Wall-mount hinges are what most shower doors use. They attach to the wall on one side and to the edge of the glass on the other. When the door opens, the space above your head is clear. It is the standard solution for most shower configurations.

Pivot hinges work differently. Instead of attaching to the wall, they mount at the top and bottom of the door, and require a horizontal aluminium rail across the top of the enclosure to anchor the upper pivot point. That rail will be visible above the door when it is open.
Pivot hinges are used when a wall obstruction prevents a wall-mount hinge from being fitted correctly, a towel rail, a window frame, or a fitting that sits exactly where a hinge would need to go, often they are also used on very large or heavy doors.

One practical thing to know before choosing a finish: pivot hinges are available in black and chrome only. Wall-mount hinges come in a wider range of finishes.
Clamps and clips
If you have a frameless shower panel, whether it is a fixed screen, a side panel, or a door surround, there is hardware holding the bottom or sides of that glass to the floor or wall. Most people call this a clip, a bracket, or a stay. The correct term is a clamp.
A clamp is a two-part fitting. One half mounts to the surface; the other comes in from the opposite side as a compression plate. The glass sits between them, and an Allen key bolt draws the two halves together until the glass is held firmly in place.

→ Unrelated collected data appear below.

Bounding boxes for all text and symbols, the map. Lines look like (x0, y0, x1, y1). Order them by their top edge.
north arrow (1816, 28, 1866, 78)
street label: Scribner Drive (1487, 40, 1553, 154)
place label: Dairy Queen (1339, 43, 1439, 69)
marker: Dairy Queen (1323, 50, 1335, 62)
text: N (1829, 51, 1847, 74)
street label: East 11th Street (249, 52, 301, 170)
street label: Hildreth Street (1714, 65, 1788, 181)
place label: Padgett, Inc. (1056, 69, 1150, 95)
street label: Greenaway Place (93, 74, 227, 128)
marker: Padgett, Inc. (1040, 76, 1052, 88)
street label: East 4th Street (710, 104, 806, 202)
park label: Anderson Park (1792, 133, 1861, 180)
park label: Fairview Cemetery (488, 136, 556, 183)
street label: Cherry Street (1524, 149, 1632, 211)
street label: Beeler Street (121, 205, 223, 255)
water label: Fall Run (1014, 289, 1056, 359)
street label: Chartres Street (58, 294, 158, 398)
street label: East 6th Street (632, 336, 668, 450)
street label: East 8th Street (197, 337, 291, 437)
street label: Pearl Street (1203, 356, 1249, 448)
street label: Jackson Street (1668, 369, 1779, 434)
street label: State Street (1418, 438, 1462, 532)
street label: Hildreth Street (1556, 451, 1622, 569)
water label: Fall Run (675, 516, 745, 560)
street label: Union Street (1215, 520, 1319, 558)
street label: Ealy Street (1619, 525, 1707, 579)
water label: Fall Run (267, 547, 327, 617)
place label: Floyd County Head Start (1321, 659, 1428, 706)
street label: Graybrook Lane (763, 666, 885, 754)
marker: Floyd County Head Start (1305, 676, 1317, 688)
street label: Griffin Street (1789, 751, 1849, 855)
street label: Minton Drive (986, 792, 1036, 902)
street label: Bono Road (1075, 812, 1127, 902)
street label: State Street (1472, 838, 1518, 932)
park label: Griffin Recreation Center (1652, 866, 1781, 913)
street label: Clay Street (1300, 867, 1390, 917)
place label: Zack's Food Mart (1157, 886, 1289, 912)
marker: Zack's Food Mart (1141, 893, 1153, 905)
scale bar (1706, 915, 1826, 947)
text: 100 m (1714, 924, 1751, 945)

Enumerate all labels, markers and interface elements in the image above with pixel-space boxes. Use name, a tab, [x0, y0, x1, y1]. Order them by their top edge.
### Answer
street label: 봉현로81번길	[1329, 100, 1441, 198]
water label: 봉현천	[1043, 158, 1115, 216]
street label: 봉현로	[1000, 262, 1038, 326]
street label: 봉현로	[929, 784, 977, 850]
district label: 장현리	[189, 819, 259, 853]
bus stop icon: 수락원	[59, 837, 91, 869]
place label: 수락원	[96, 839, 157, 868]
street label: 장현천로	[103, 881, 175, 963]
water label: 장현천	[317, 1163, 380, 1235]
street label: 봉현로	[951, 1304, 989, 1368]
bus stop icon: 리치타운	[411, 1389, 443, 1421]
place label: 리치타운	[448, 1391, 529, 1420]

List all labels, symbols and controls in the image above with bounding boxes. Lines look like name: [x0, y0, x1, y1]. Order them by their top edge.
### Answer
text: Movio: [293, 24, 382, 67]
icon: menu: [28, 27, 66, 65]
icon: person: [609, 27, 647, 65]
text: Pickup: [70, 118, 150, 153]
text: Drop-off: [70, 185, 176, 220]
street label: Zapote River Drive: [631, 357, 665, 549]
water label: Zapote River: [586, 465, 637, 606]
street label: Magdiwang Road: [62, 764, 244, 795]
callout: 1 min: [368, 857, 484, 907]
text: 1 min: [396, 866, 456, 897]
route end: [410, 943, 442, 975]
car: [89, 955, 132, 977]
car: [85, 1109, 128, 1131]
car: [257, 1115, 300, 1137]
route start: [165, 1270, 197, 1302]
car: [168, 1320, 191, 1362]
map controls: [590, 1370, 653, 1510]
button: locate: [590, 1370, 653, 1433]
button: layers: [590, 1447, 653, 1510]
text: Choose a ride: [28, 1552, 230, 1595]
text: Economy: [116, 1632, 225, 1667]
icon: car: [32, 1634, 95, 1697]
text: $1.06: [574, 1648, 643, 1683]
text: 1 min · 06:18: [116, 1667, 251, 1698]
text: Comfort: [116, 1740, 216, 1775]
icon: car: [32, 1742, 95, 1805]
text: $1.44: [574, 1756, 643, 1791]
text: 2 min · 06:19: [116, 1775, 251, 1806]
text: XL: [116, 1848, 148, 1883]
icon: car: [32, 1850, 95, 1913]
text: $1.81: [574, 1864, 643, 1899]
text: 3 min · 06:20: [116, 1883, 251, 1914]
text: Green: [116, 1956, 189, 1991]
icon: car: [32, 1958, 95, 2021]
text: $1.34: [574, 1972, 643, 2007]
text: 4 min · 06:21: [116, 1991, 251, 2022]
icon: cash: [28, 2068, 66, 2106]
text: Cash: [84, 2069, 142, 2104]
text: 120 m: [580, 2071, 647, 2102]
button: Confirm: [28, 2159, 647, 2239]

Glass and metal should never be in direct contact, which is why every fitting on a shower enclosure must have a rubber gasket between the hardware and the glass.
If you would prefer no visible hardware on the face of the glass, the alternative is a channel: a length of aluminium profile fixed to the floor or wall into which the bottom edge of the glass slides, then sealed with silicone. Both solutions do the same structural job. The choice comes down to the look you are after.
Wheels, rollers, and runners
If you have a sliding shower door, the thing it runs on is a wheel, more precisely, a wheel-and-bracket assembly. The bracket attaches to the door; the wheel runs along the track.
If you ever need a replacement, bring the old wheel with you, or a clear photograph of it in place. A description of the door, its age, its type, and whether it is framed or frameless, helps narrow things down considerably. There are many different types of shower door wheels, each designed for a specific door configuration, and they do not work interchangeably.
Shower door seals
If there is one thing that brings people into a shower glass showroom more than anything else, it is this: the rubber along the bottom or sides of the shower door has gone yellow, started to crack, or no longer sits flush against the glass. It happens to almost every shower eventually.
Customers call it the strip, the rubber, the edge, the trim. The correct term is a shower door seal. Seals are the first part of a shower to show age. Even when the glass, the hardware, and the fittings are all in perfect condition, the seals will have yellowed. UV exposure from a nearby window and harsh cleaning products are the most common causes. The shower still works; it just looks older than it is.
When you come in for a seal, bring a section of the old one with you. Seals vary in profile, thickness, and the way they sit against the glass, and two seals that look nearly identical on the front face can be entirely different parts.
Most of these terms will come up naturally in a showroom conversation. Now you will know what they mean when they do.